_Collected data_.
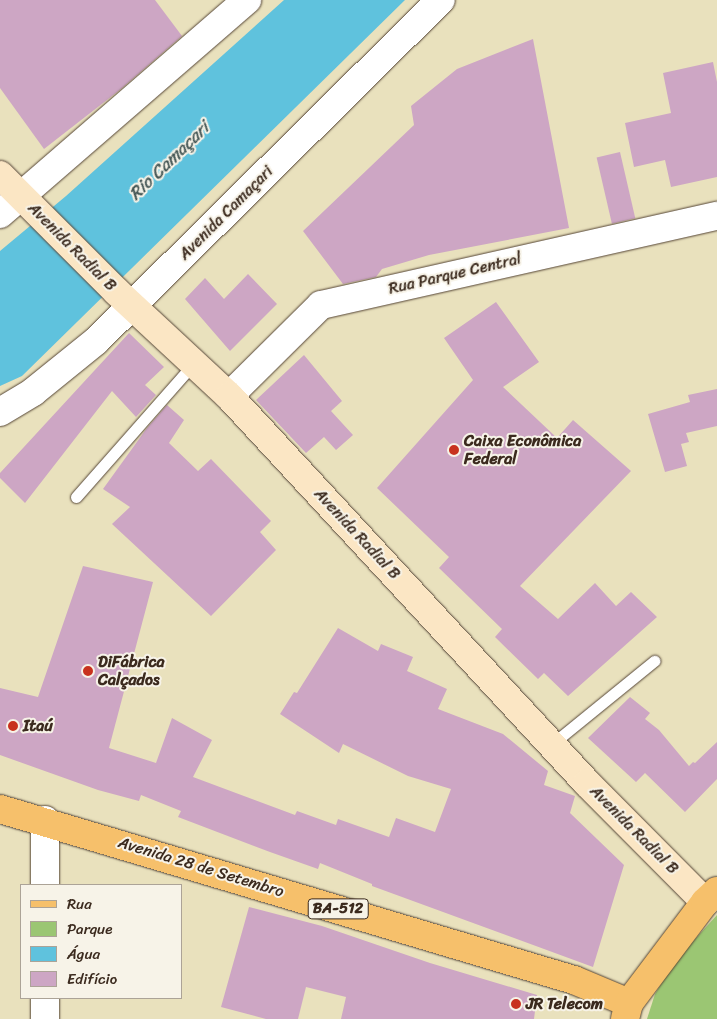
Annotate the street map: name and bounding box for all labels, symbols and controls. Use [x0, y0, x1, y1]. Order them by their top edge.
water label: Rio Camaçari [124, 117, 214, 205]
street label: Avenida Camaçari [175, 162, 277, 264]
street label: Avenida Radial B [24, 199, 120, 295]
street label: Rua Parque Central [387, 249, 523, 299]
place label: Caixa Econômica Federal [464, 431, 581, 469]
marker: Caixa Econômica Federal [448, 444, 460, 456]
street label: Avenida Radial B [310, 485, 404, 583]
place label: DiFábrica Calçados [98, 652, 165, 690]
marker: DiFábrica Calçados [82, 665, 94, 677]
place label: Itaú [23, 716, 53, 736]
marker: Itaú [7, 720, 19, 732]
street label: Avenida Radial B [586, 782, 682, 878]
street label: Avenida 28 de Setembro [116, 833, 286, 901]
legend [20, 884, 182, 999]
text: Rua [67, 891, 92, 917]
road number: BA-512 [307, 896, 369, 922]
text: Parque [67, 916, 112, 942]
text: Água [67, 941, 100, 967]
text: Edifício [67, 966, 117, 992]
place label: JR Telecom [526, 994, 604, 1014]
marker: JR Telecom [510, 998, 522, 1010]

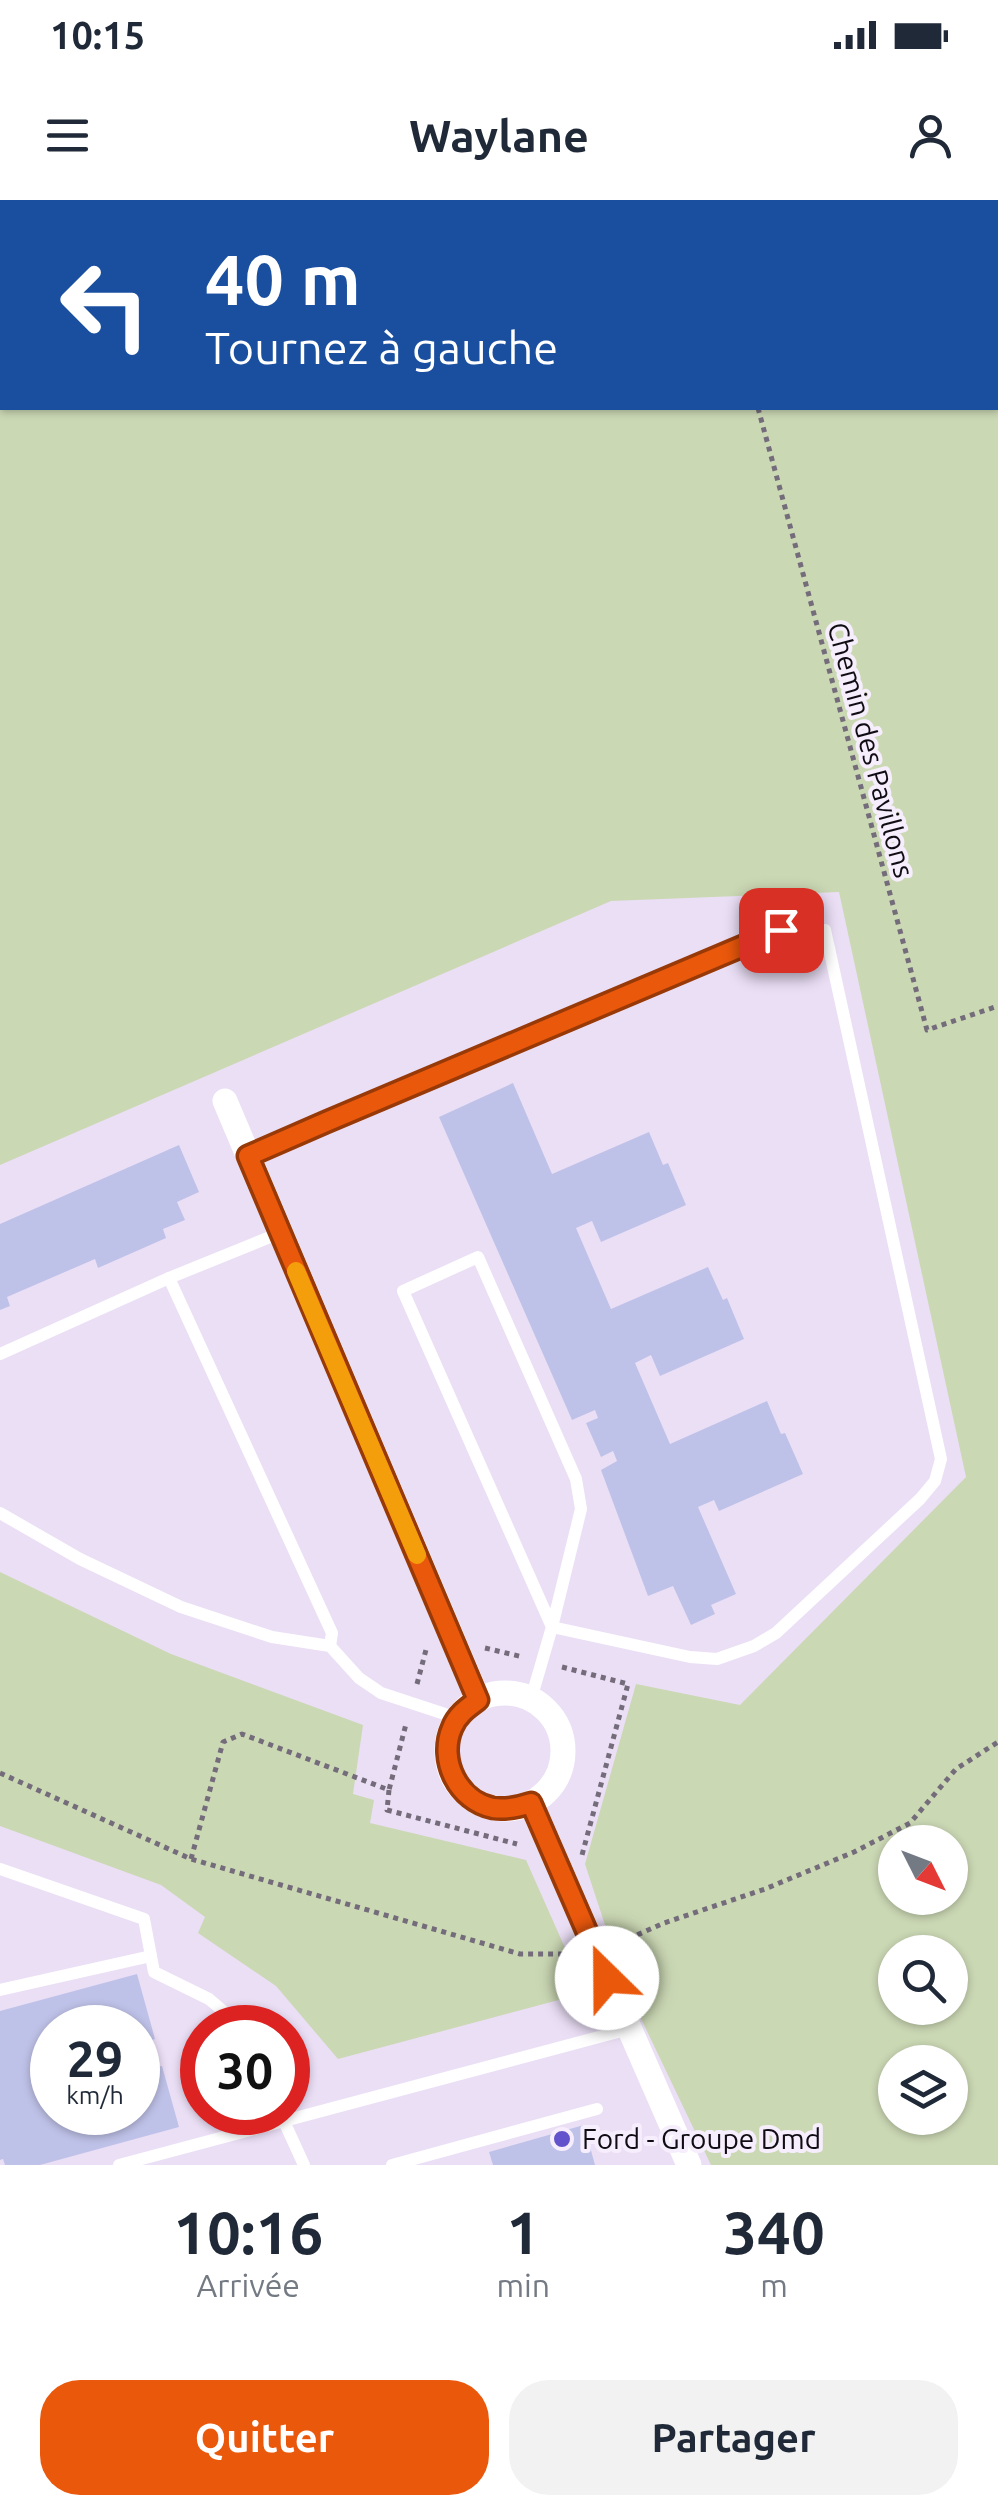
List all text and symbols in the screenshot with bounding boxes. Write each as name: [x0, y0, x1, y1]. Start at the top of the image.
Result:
text: 10:15: [50, 14, 145, 56]
icon: menu: [40, 108, 95, 163]
icon: person: [903, 108, 958, 163]
text: Waylane: [409, 110, 589, 161]
icon: left: [40, 240, 170, 370]
text: 40 m: [205, 240, 361, 318]
text: Tournez à gauche: [205, 322, 558, 373]
street label: Chemin des Pavillons: [822, 619, 920, 881]
pin: [739, 888, 824, 973]
icon: arrive: [754, 903, 809, 958]
north arrow: [878, 1825, 968, 1915]
map controls: [878, 1825, 968, 2135]
position arrow: [555, 1926, 659, 2030]
button: search: [878, 1935, 968, 2025]
speed limit sign: 30: [180, 2005, 310, 2135]
text: 29: [67, 2030, 123, 2086]
button: layers: [878, 2045, 968, 2135]
text: km/h: [66, 2081, 124, 2109]
place label: Ford - Groupe Dmd: [582, 2123, 821, 2154]
marker: Ford - Groupe Dmd: [551, 2128, 573, 2150]
text: 10:16: [173, 2198, 323, 2265]
text: 1: [506, 2198, 540, 2265]
text: 340: [723, 2198, 825, 2265]
text: Arrivée: [196, 2267, 300, 2303]
text: min: [496, 2267, 550, 2303]
text: m: [760, 2267, 788, 2303]
button: Quitter: [40, 2380, 489, 2495]
button: Partager: [509, 2380, 958, 2495]

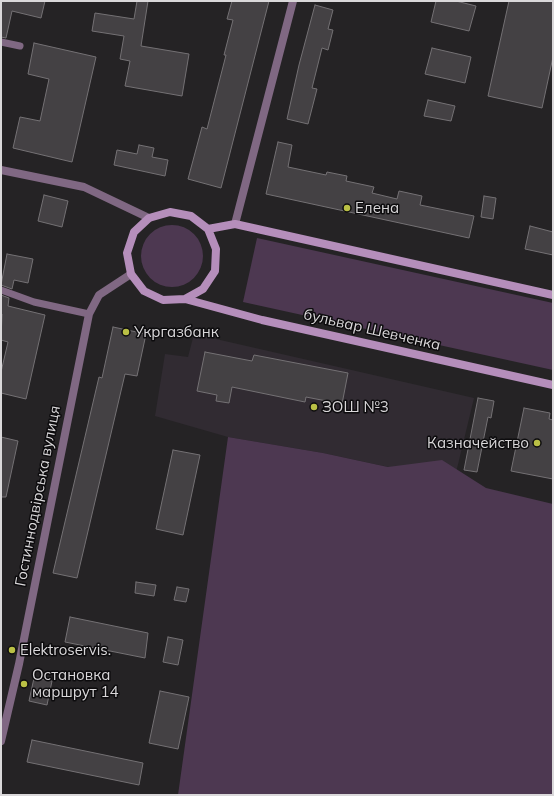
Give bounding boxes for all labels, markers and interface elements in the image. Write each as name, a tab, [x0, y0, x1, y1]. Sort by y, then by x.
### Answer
place label: Елена	[355, 199, 399, 217]
marker: Елена	[342, 203, 352, 213]
street label: бульвар Шевченка	[302, 306, 442, 354]
place label: Укргазбанк	[134, 323, 219, 341]
marker: Укргазбанк	[121, 327, 131, 337]
place label: ЗОШ №3	[322, 398, 389, 416]
marker: ЗОШ №3	[309, 402, 319, 412]
street label: Гостиннодвірська вулиця	[12, 404, 64, 588]
place label: Казначейство	[427, 434, 529, 452]
marker: Казначейство	[532, 438, 542, 448]
place label: Elektroservis.	[20, 641, 111, 659]
marker: Elektroservis.	[7, 645, 17, 655]
place label: Остановка маршрут 14	[32, 666, 119, 701]
marker: Остановка маршрут 14	[19, 679, 29, 689]

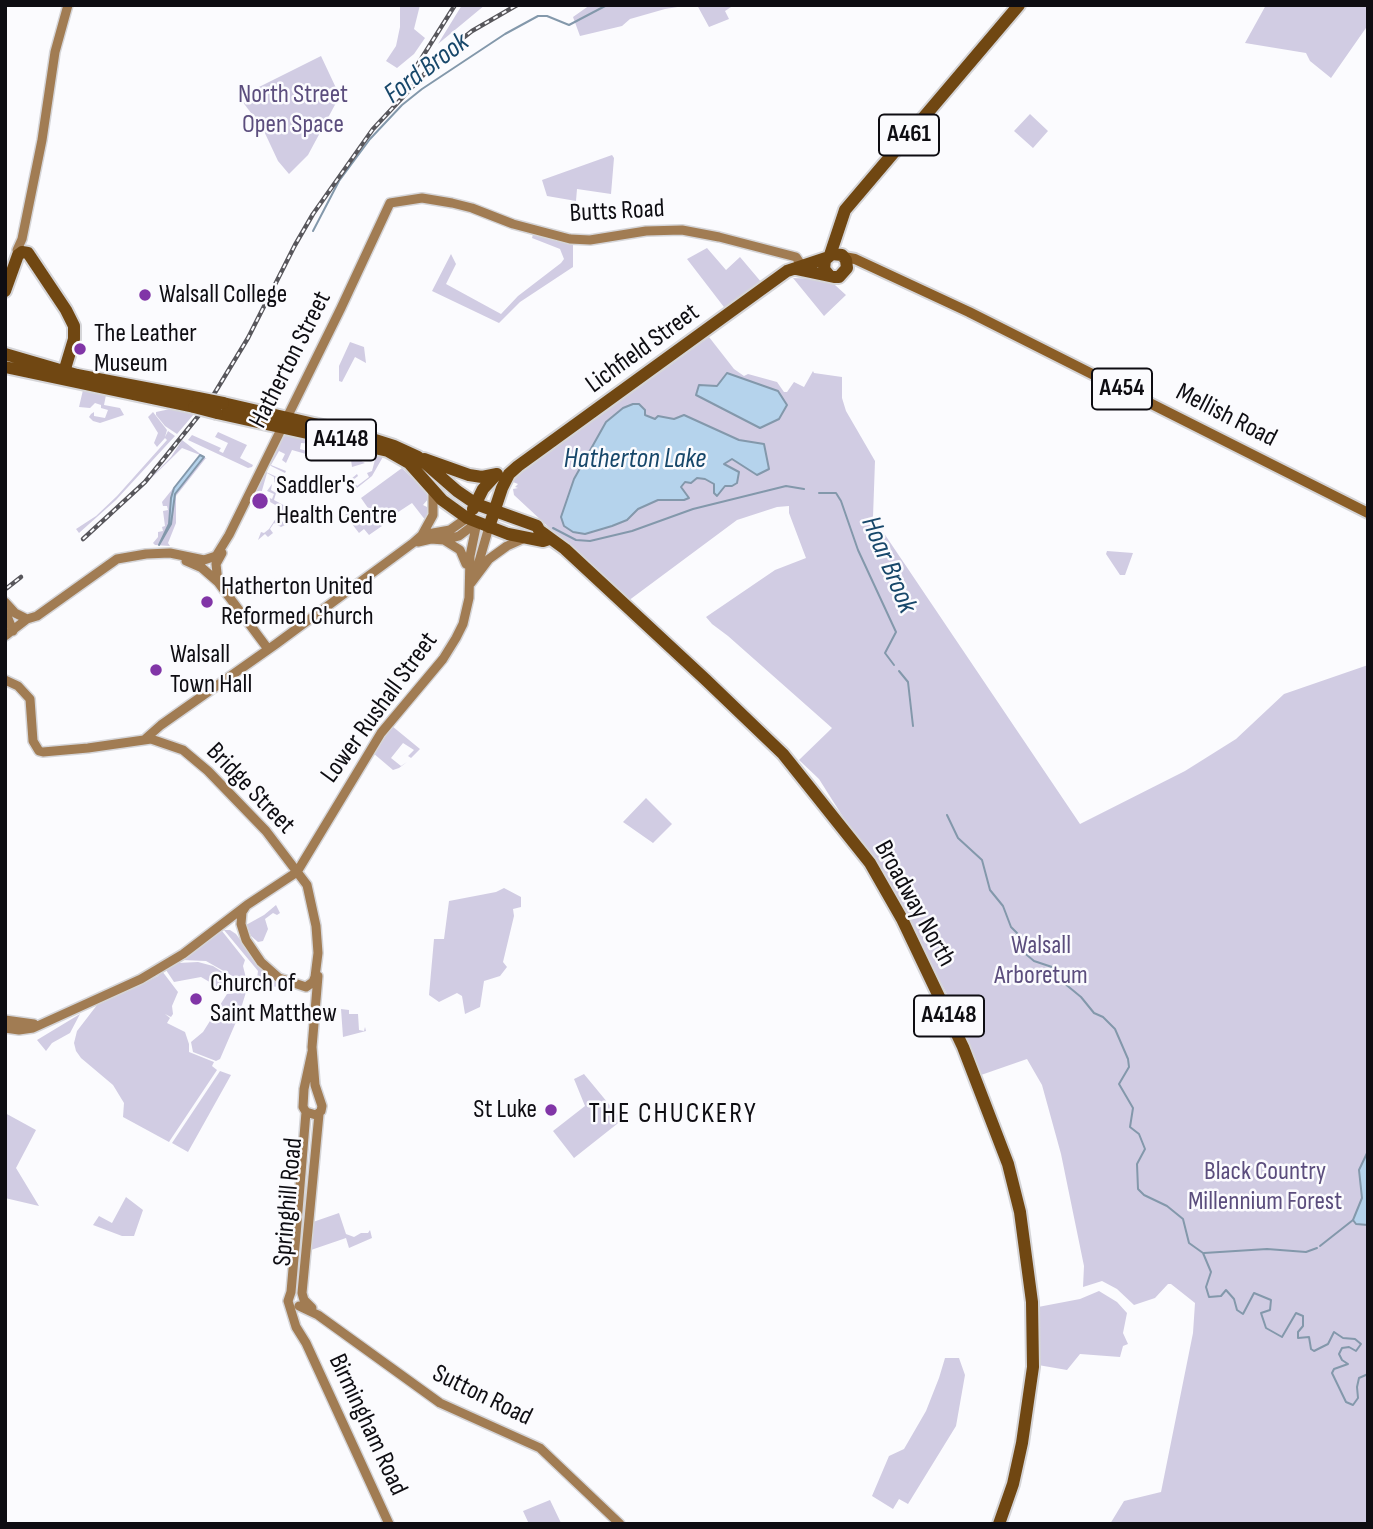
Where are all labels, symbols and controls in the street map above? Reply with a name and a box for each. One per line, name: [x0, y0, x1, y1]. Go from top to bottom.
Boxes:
water label: Ford Brook: [378, 26, 476, 112]
park label: North Street Open Space: [238, 79, 348, 140]
road number: A461: [879, 114, 939, 155]
street label: Butts Road: [569, 194, 665, 230]
place label: Walsall College: [159, 279, 287, 311]
street label: Hatherton Street: [243, 286, 339, 434]
marker: Walsall College: [137, 287, 153, 303]
street label: Lichfield Street: [580, 297, 706, 401]
place label: The Leather Museum: [94, 318, 197, 380]
marker: The Leather Museum: [72, 341, 88, 357]
road number: A454: [1092, 368, 1152, 410]
street label: Mellish Road: [1170, 377, 1282, 455]
road number: A4148: [306, 419, 376, 460]
water label: Hatherton Lake: [564, 443, 706, 477]
place label: Saddler's Health Centre: [276, 470, 397, 532]
marker: Saddler's Health Centre: [250, 491, 270, 511]
water label: Hoar Brook: [853, 512, 923, 618]
place label: Hatherton United Reformed Church: [221, 571, 374, 632]
marker: Hatherton United Reformed Church: [199, 594, 215, 610]
street label: Lower Rushall Street: [315, 627, 445, 789]
place label: Walsall Town Hall: [170, 639, 252, 700]
marker: Walsall Town Hall: [148, 662, 164, 678]
street label: Bridge Street: [199, 737, 301, 841]
street label: Broadway North: [867, 835, 961, 973]
park label: Walsall Arboretum: [994, 930, 1088, 992]
place label: Church of Saint Matthew: [210, 968, 337, 1030]
marker: Church of Saint Matthew: [188, 991, 204, 1007]
road number: A4148: [914, 996, 984, 1036]
place label: St Luke: [473, 1094, 537, 1126]
district label: THE CHUCKERY: [590, 1098, 756, 1132]
marker: St Luke: [543, 1102, 559, 1118]
street label: Springhill Road: [268, 1136, 310, 1268]
park label: Black Country Millennium Forest: [1188, 1156, 1342, 1218]
street label: Birmingham Road: [321, 1349, 413, 1501]
street label: Sutton Road: [427, 1359, 537, 1433]

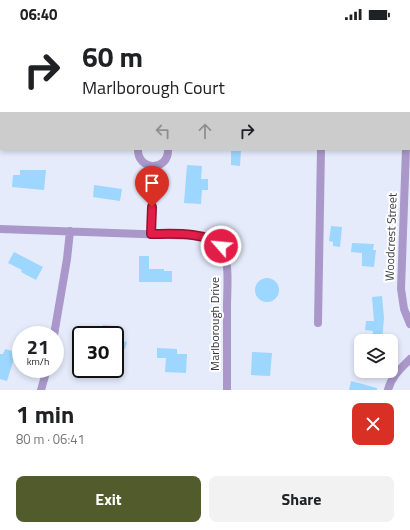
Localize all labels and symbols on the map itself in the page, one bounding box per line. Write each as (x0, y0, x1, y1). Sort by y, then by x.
pin (135, 166, 169, 207)
street label: Woodcrest Street (379, 192, 402, 281)
position arrow (200, 225, 242, 267)
street label: Marlborough Drive (205, 277, 224, 371)
speed limit sign: 30 (72, 326, 124, 378)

_PROBLEM DETAILS_. Nothing but the lines from the top of the data above through the line containing "List all text" should be output, exactly as written and without the pictures.

_EXERCISE ANSWER_.
Annotate the street map: name and bounding box for all labels, symbols and controls. Use [x0, y0, x1, y1]. Order them by their top edge.
water label: Rio Camaçari [124, 117, 214, 205]
street label: Avenida Camaçari [175, 162, 277, 264]
street label: Avenida Radial B [24, 199, 120, 295]
street label: Rua Parque Central [387, 249, 523, 299]
place label: Caixa Econômica Federal [464, 431, 581, 469]
marker: Caixa Econômica Federal [448, 444, 460, 456]
street label: Avenida Radial B [310, 485, 404, 583]
place label: DiFábrica Calçados [98, 652, 165, 690]
marker: DiFábrica Calçados [82, 665, 94, 677]
place label: Itaú [23, 716, 53, 736]
marker: Itaú [7, 720, 19, 732]
street label: Avenida Radial B [586, 782, 682, 878]
street label: Avenida 28 de Setembro [116, 833, 286, 901]
legend [20, 884, 182, 999]
text: Rua [67, 891, 92, 917]
road number: BA-512 [307, 896, 369, 922]
text: Parque [67, 916, 112, 942]
text: Água [67, 941, 100, 967]
text: Edifício [67, 966, 117, 992]
place label: JR Telecom [526, 994, 604, 1014]
marker: JR Telecom [510, 998, 522, 1010]

List all text and symbols in the screenshot with bounding boxes. Write each as name: [x0, y0, x1, y1]. Start at the top of the image.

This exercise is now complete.